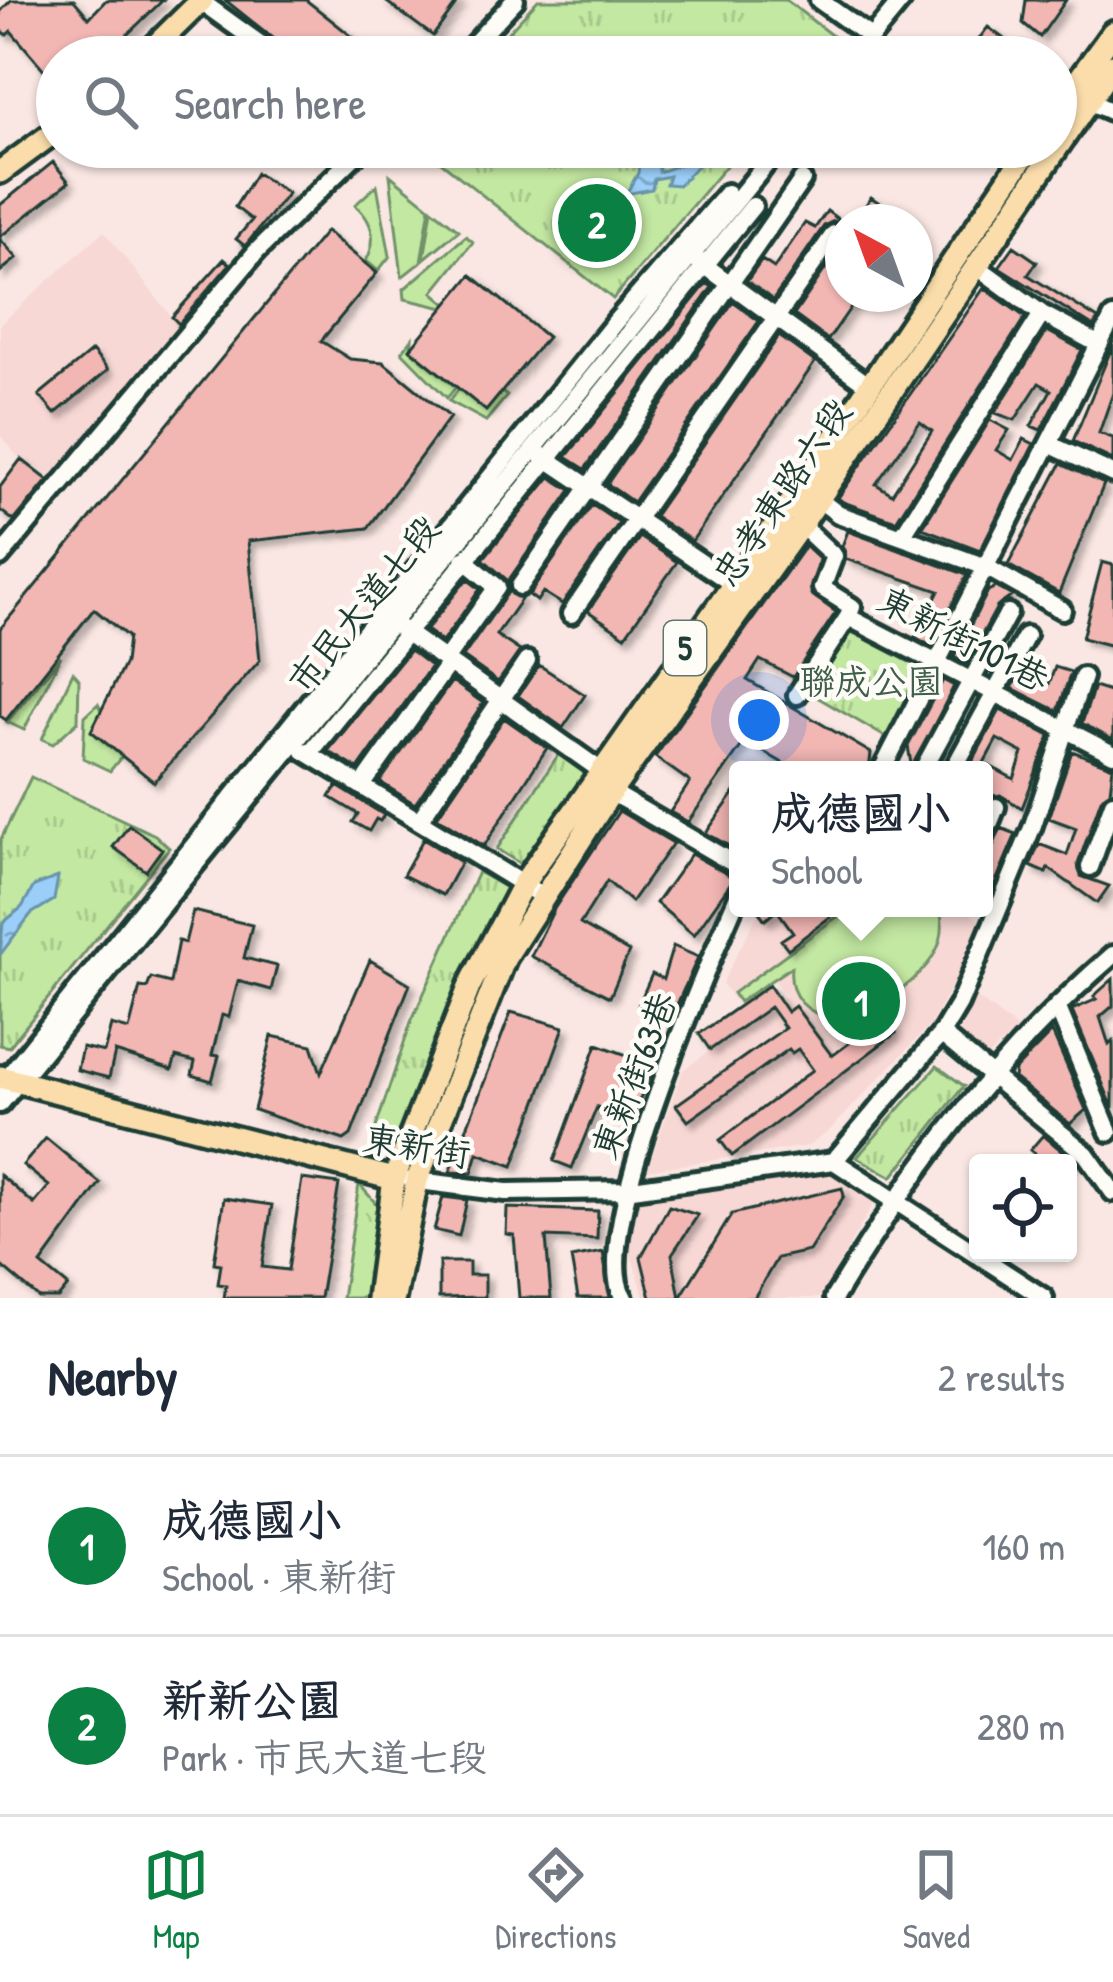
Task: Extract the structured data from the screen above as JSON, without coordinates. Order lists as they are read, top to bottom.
{
  "streets": {
    "main road": ["忠孝東路六段", "5", "東新街"],
    "street": ["市民大道七段", "東新街101巷", "東新街63巷"]
  },
  "crossings": [
    ["忠孝東路六段", "東新街"],
    ["市民大道七段", "東新街"],
    ["東新街63巷", "東新街"]
  ],
  "parks": ["聯成公園"],
  "north": "top left",
  "page": {
    "search": "Search here",
    "pins": ["2", "1"],
    "popup": ["成德國小", "School"],
    "heading": ["Nearby", "2 results"],
    "list": [
      {
        "mark": "1",
        "name": "成德國小",
        "note": "School · 東新街",
        "value": "160 m"
      },
      {
        "mark": "2",
        "name": "新新公園",
        "note": "Park · 市民大道七段",
        "value": "280 m"
      }
    ],
    "nav": ["Map", "Directions", "Saved"]
  }
}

= = = =

■ **What the task requires**
Word for word, write out the full listing, leaving the pictures aside.

■ **Answer box**
Task: Extract the structured data from the screen above as JSON, without coordinates. Order lists as they are read, top to bottom.
{
  "streets": {
    "main road": ["忠孝東路六段", "5", "東新街"],
    "street": ["市民大道七段", "東新街101巷", "東新街63巷"]
  },
  "crossings": [
    ["忠孝東路六段", "東新街"],
    ["市民大道七段", "東新街"],
    ["東新街63巷", "東新街"]
  ],
  "parks": ["聯成公園"],
  "north": "top left",
  "page": {
    "search": "Search here",
    "pins": ["2", "1"],
    "popup": ["成德國小", "School"],
    "heading": ["Nearby", "2 results"],
    "list": [
      {
        "mark": "1",
        "name": "成德國小",
        "note": "School · 東新街",
        "value": "160 m"
      },
      {
        "mark": "2",
        "name": "新新公園",
        "note": "Park · 市民大道七段",
        "value": "280 m"
      }
    ],
    "nav": ["Map", "Directions", "Saved"]
  }
}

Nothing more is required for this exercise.